#1273 – Olympique Safi : les Sardines

Le long de la côte marocaine donnant sur l’Atlantique, la vieille cité de Safi s’étire et s’est développée au fil des siècles entre terre et mer. Son arrière-pays est riche de terres agricoles où sont cultivés des céréales (principalement de l’orge), des légumineuses, des fruits (les agrumes, l’abricot, le raisin, la pomme) et du maraîchage (câpres), et regorge de phosphate, exploité par le groupe public OCP. A l’opposé, l’Océan Atlantique et ses rives offrent ses richesses à la ville et ses habitants. Au-delà de ses plages réputés et de sa vague, spot de surf prisé, la pêche demeure l’un des piliers de l’activité économique de la ville.

Comptoir phénicien, Safi devint à compter du XIIème siècle un port important, débouché naturelle sur la mer de Marrakech, capitale de l’Empire Almohade puis Chérifien. Et les différentes influences et dominations ne firent que renforcer son importance commerciale. Au XXème siècle, le port prit une nouvelle dimension avec la pêche industrielle à la sardine. En effet, la fraîcheur du courant des Canaries rendirent les eaux de Safi foisonnantes de sardines et de thons. Couplé avec un savoir-faire qui donne un produit fini sans peau et sans arêtes, entièrement préparées à la main, Safi développa toute la filière de la pêche à la conserve. Dans les années 1950-1960, il était le premier port sardinier mondial en tonnage, avec jusqu’à 130 bateaux ramenant 100 000 tonnes de poissons par an. Douze mille personnes travaillaient alors dans la filière, qui comptait 38 conserveries. Au milieu des années 70, le port abritait près de 75 conserveries. A compter des années 1980, l’activité déclina avec la raréfaction de la ressource et le déplacement des zones de pêche au sud d’Agadir. En 2019, la production s’établissait à 42 000 tonnes et en 2022, il restait une vingtaine d’unités de traitement de poissons seulement (19 conserveries, 4 usines de valorisation de déchets de poisson, 2 unités de congélation). Malgré tout, selon un rapport de l’organisation des Nations Unies pour l’alimentation et l’agriculture (FAO), le port de Safi occupe le 13ème rang à l’échelle internationale dans la production mondiale de poisson et encore 15% des habitants travaillent dans le secteur maritime au sens large (marins, chantier de construction naval …).

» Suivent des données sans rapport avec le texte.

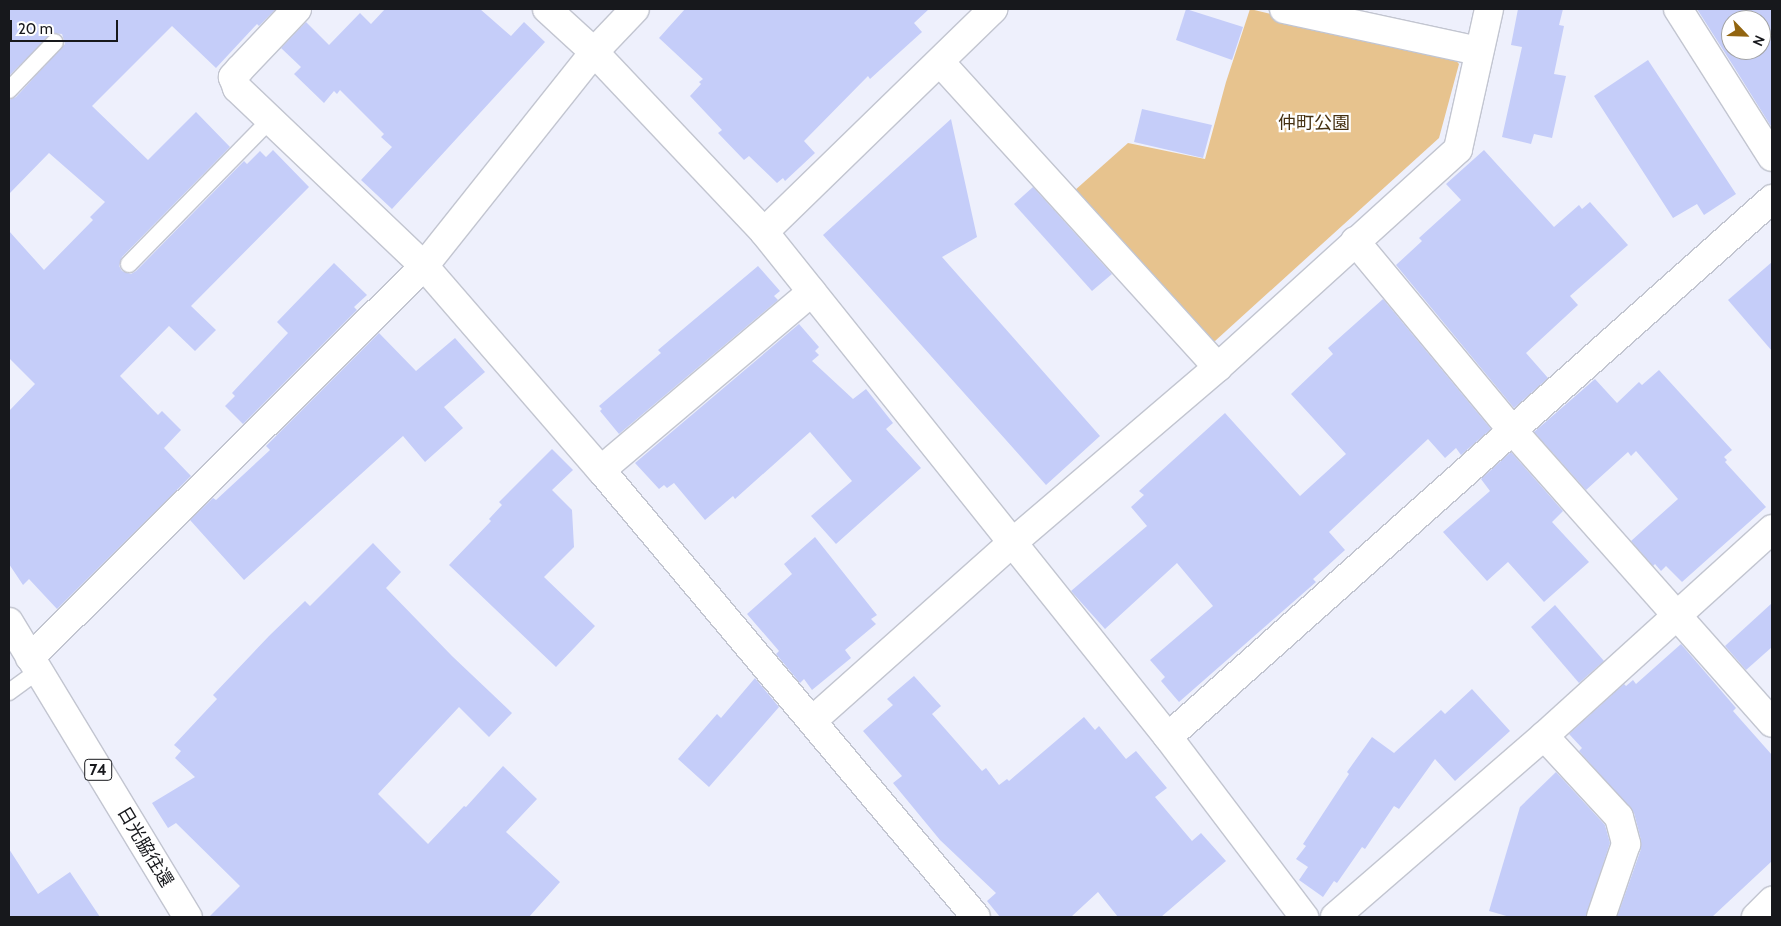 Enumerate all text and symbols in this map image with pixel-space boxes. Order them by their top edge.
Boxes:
scale bar [12,10,120,42]
north arrow [1721,10,1771,60]
text: 20 m [18,20,53,38]
text: N [1749,33,1769,49]
park label: 仲町公園 [1278,112,1350,134]
road number: 74 [83,756,113,784]
street label: 日光脇往還 [113,803,177,891]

L’abondance de sardines permit à ce poisson de s’imposer dans la cuisine locale et aujourd’hui, les Safiots en consomment au moins une fois par semaine. Il s’imposa également sur le logo du club et donna son surnom à l’équipe.

#986 – FC Dieppois : les Harengs

La cité normande est surnommée « la ville aux quatre ports » car elle accueille un port de passagers (ferry transmanche), un port de commerce, un port de pêche et un port de plaisance. La présence de tant de ports témoigne du lien privilégié entre la cité et la mer. Même s’il existait un camp romain à proximité de la ville actuelle, ce sont surtout l’implantation de vikings vers 910 qui démarra l’histoire de Dieppe. L’emplacement présentait un environnement privilégié, au bord d’une rivière « profonde », la Tella, qui se jetait dans la Manche. Une digue naturelle de galets permettait aussi d’accéder au port à marée haute comme à marée basse. La ville fut officiellement fondée en 1015 par le duc de Normandie Richard II, avec l’objectif de s’offrir une débouchée marine. Comme souvent au Moyen-Âge, pour les villes de la Manche, de la Mer du Nord et de la Mer Baltique, la pêche et le commerce du hareng devinrent l’activité principale. En particulier, chaque année d’octobre à décembre, les harengs migrent de la Mer du Nord vers l’Atlantique et, au large et au proche des côtes Normandes, entre Fécamp et Dieppe, les harengs se reproduisent. Les pêcheries et salines s’installèrent donc rapidement dans la région et leur production s’expatria sur les étals parisiennes et rouennaises grâce aux chasse-marées. Au XVIIIème siècle, à Dieppe, la flotte consacrée à la pêche aux harengs fut la plus importante de la côte avec 60 bateaux. Le poisson, qui fut surnommé « poisson roi » fit la richesse de la ville jusqu’au XXème siècle. Aujourd’hui, le port de pêche se concentre avant tout sur la coquille Saint Jacques, avec 3 000 tonnes débarquées chaque année. La ville célèbre cette tradition ancestrale avec la Foire aux Harengs et à la Coquille Saint-Jacques, tous les troisièmes week-ends de novembre.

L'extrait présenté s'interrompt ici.